第17話

「シロ・・・?」


 痛くてたまらない身体を押さえて、ナガメはかすれた声で青年に問うた。そんなことはあり得ない。魔物は人になることはできないなんて常識は、今のナガメにはなかった。

 そんなことよりも、このテスターが。自分のパートナーが泣きそうな顔をしていることが嫌だった。


「大丈夫、痛くないよ。シロ」

「・・・人なんて嫌いなのに。ナガメだから、ぼくは・・・」


 泣きそうに歪められた瞳に、左手を伸ばす。無事なはずのそれ、全身が重くだるくて仕方がなかったが、それでも。
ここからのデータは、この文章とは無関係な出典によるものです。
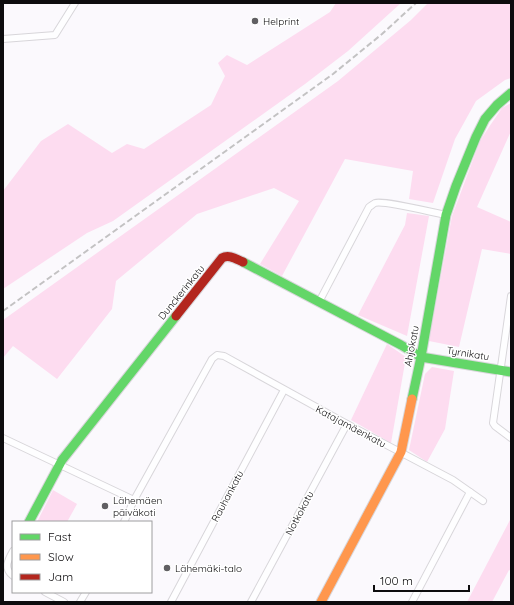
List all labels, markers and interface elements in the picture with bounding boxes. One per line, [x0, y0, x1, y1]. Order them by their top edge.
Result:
place label: Helprint [263, 15, 300, 28]
marker: Helprint [250, 16, 260, 26]
street label: Dunckerinkatu [155, 262, 207, 322]
street label: Ahjokatu [401, 325, 422, 368]
street label: Tyrnikatu [446, 344, 490, 363]
street label: Katajamäenkatu [313, 402, 388, 451]
street label: Rauhankatu [208, 468, 246, 524]
street label: Notkokatu [282, 489, 317, 538]
place label: Lähemäen päiväkoti [113, 494, 162, 519]
marker: Lähemäen päiväkoti [100, 501, 110, 511]
legend [12, 521, 152, 593]
text: Fast [48, 529, 72, 544]
text: Slow [48, 549, 74, 564]
place label: Lähemäki-talo [175, 562, 242, 575]
marker: Lähemäki-talo [162, 563, 172, 573]
scale bar [374, 567, 469, 593]
text: Jam [48, 569, 73, 584]
text: 100 m [380, 573, 413, 588]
このテスターの、シロの目にたまって、決壊寸前のそれを拭う。


「ながめ・・・」


 ぎゃおおおおおおおおおおおおおおおん!!


 本日何度目かの咆哮が轟く。

 それにざっと顔を青ざめさせるナガメ。そうだ、涙を拭っている場合ではない。逃げなければ。
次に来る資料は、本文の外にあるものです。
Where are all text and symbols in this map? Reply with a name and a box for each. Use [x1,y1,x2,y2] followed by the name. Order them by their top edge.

 上にのぼる階段はシロが背景にしている紅水晶を曲がってすぐそこだった。


「シロ、逃げて! おれはいいから、重いし! シロだけでも」

「平気。ナガメ、待っててね」


 そういうと、シロは隆起した紅水晶にもたれ掛けさせるようにナガメを置くと、離れ際に呟いた。


「‘埋めつくして‘」


 ばきんと音がした。続いて、ごきんばきんばきばきぼきんとまるで骨を折るような音がして、シロの身体が苦し気にくの字に歪む。苦痛に悶える様を、ナガメはただ見ていることしかできなかった。


「うわあああああ!!」

「シロ!」


 力の入らない左手足で砂を掻く。一生懸命にシロに近づこうとするが、重い身体は動いてなんてくれない。せいぜいが身体が少しずれる程度だ。もどかしい思いでそれを見ていたからかほんの一瞬であろうそれが、ナガメには随分と長く感じた。


 その声につられてどすん、どすんとドラゴンが歩いてくる。1歩ごとに地が揺れ、砂埃が立つ。
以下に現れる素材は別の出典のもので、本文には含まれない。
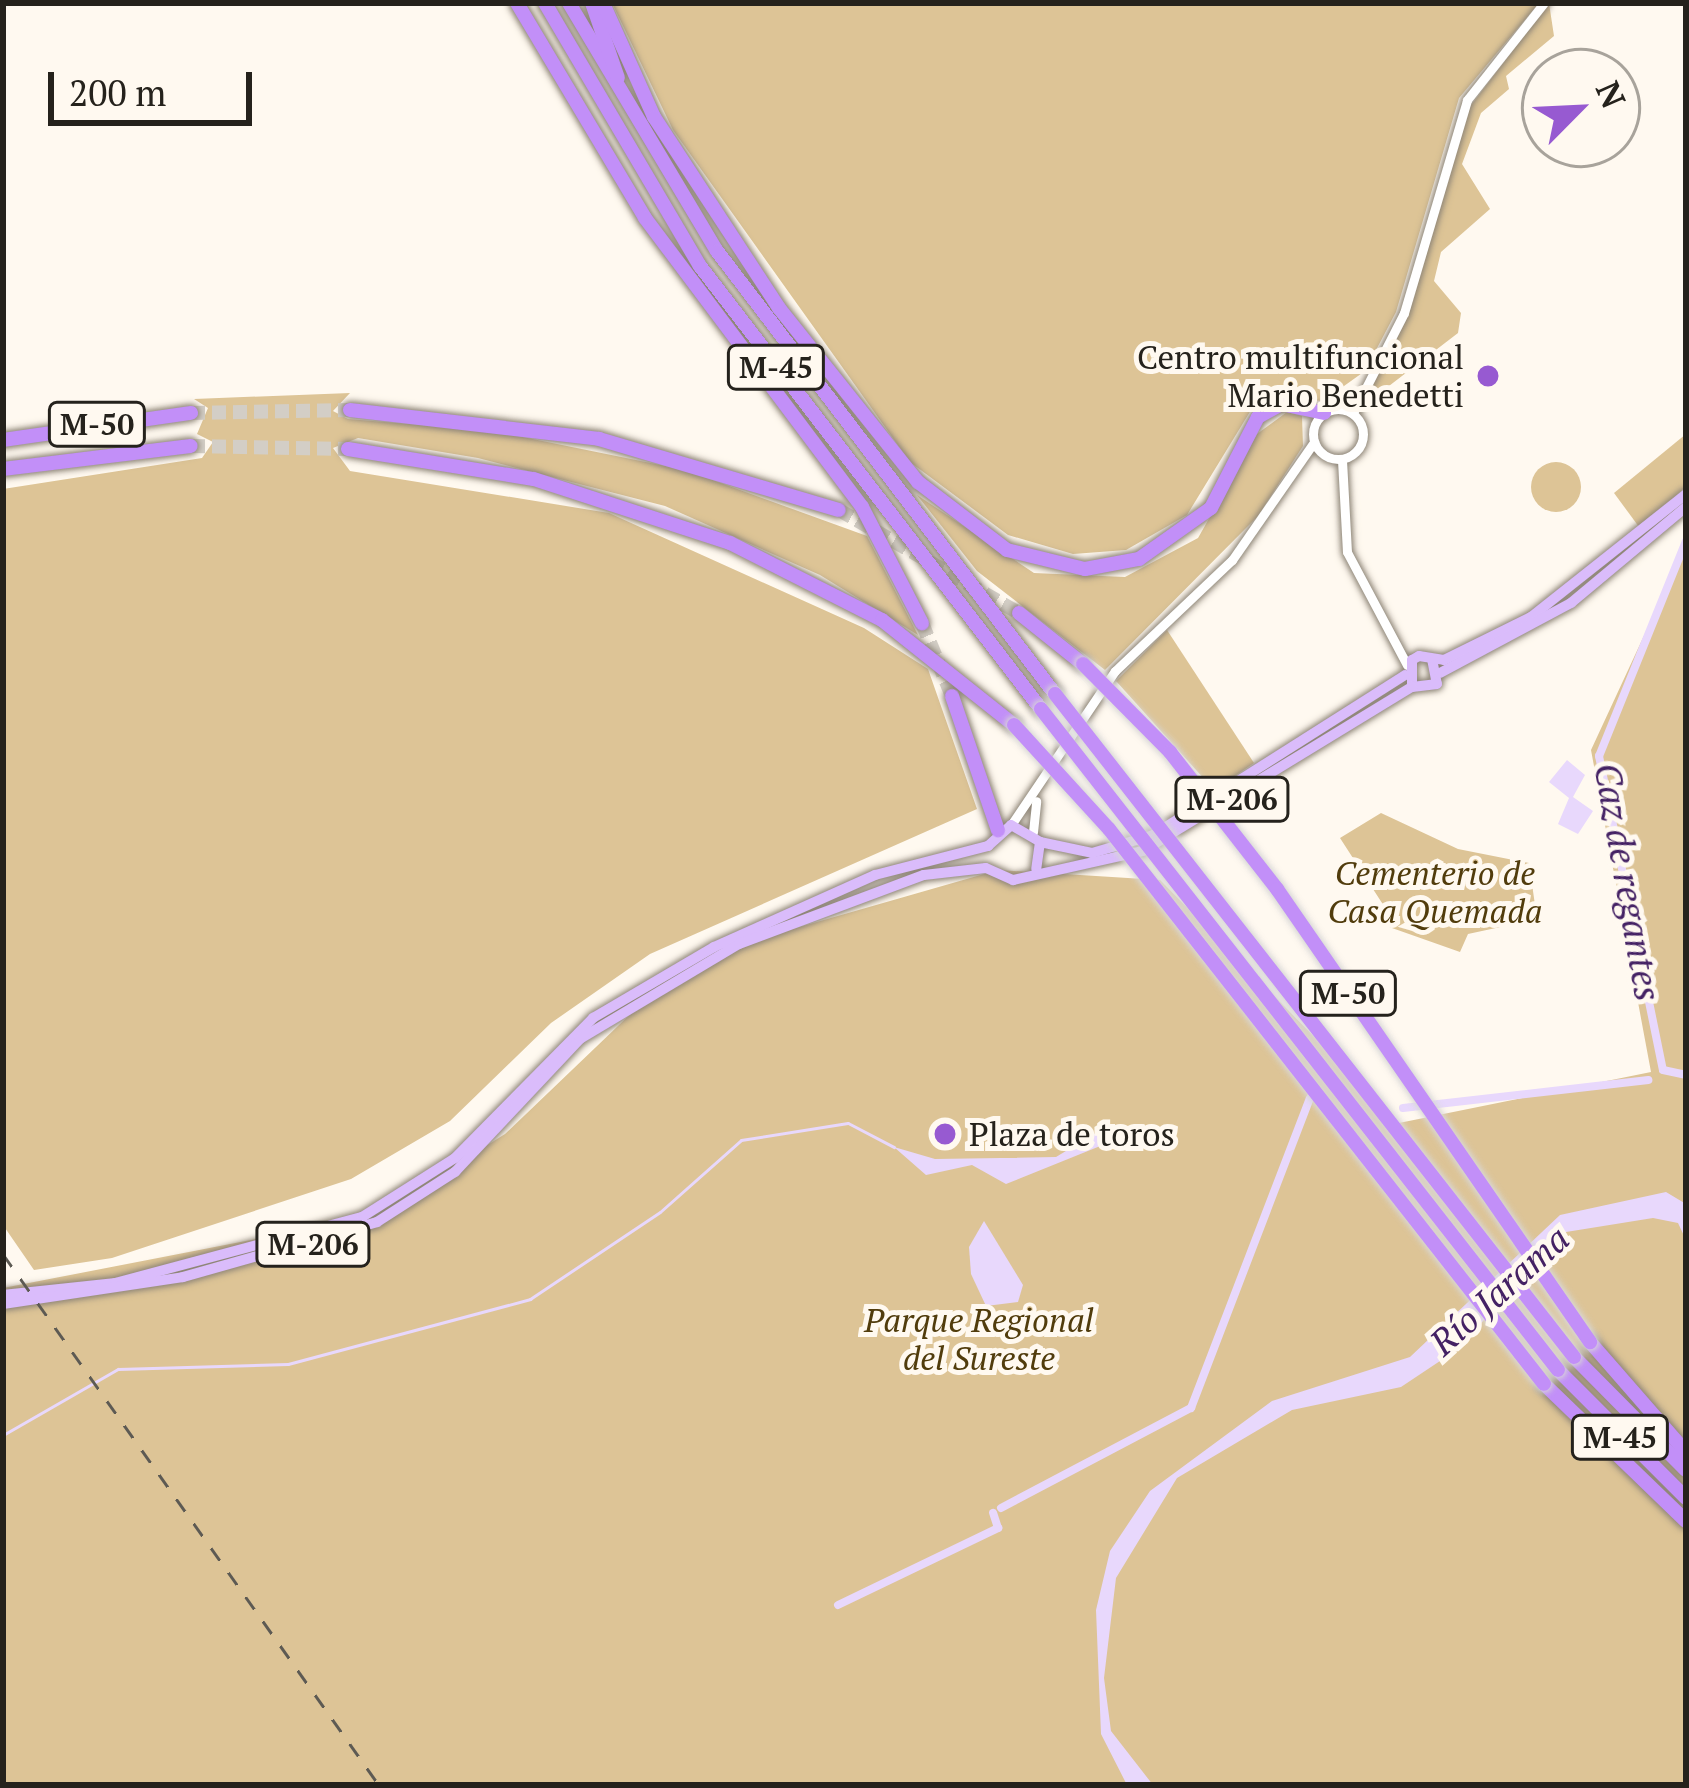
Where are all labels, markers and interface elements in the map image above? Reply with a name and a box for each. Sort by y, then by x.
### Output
scale bar [54,48,258,122]
north arrow [1521,48,1641,168]
text: 200 m [69,69,166,116]
text: N [1587,74,1636,115]
place label: Centro multifuncional Mario Benedetti [1137,337,1464,415]
road number: M-45 [725,343,827,391]
marker: Centro multifuncional Mario Benedetti [1475,363,1501,389]
road number: M-50 [46,400,148,448]
water label: Caz de regantes [1586,760,1670,1004]
road number: M-206 [1172,775,1292,823]
park label: Cementerio de Casa Quemada [1327,853,1543,931]
road number: M-50 [1297,969,1399,1017]
place label: Plaza de toros [969,1114,1175,1154]
marker: Plaza de toros [932,1121,958,1147]
water label: Río Jarama [1421,1216,1577,1364]
road number: M-206 [253,1220,373,1268]
park label: Parque Regional del Sureste [864,1300,1094,1378]
road number: M-45 [1569,1413,1671,1461]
 とうとうシロの前まで来ると、それはシロを踏みつぶそうと、鋭い鉤爪のついたナガメの血で汚れた足を持ち上げた。


「シロ!」

 

 ずどおおおおおおおおんん


 何のためらいもなく。ドラゴンの足がシロを踏みつぶした。

 地が揺れ、もわもわと立ちのぼる砂埃に、ナガメは愕然と喉を震わせた。


「シロ・・・シロ!」

「大丈夫、ナガメ」

「・・・え?」

「見ててね」


 シロの声がしたかと思うと不自然にドラゴンの片足。シロを踏みつぶした方が少しずつ持ち上がる。


 だんだんと高くなり、シロの背丈ほど足が上がったとき、片足で自身を支えきれなかったドラゴンは轟音を立てて、砂埃とともに倒れ込んだ。


 地を揺るがす振動に呆然としていると、砂埃が晴れ平然とドラゴンの足を掴んで持ち上げるシロが姿を現した。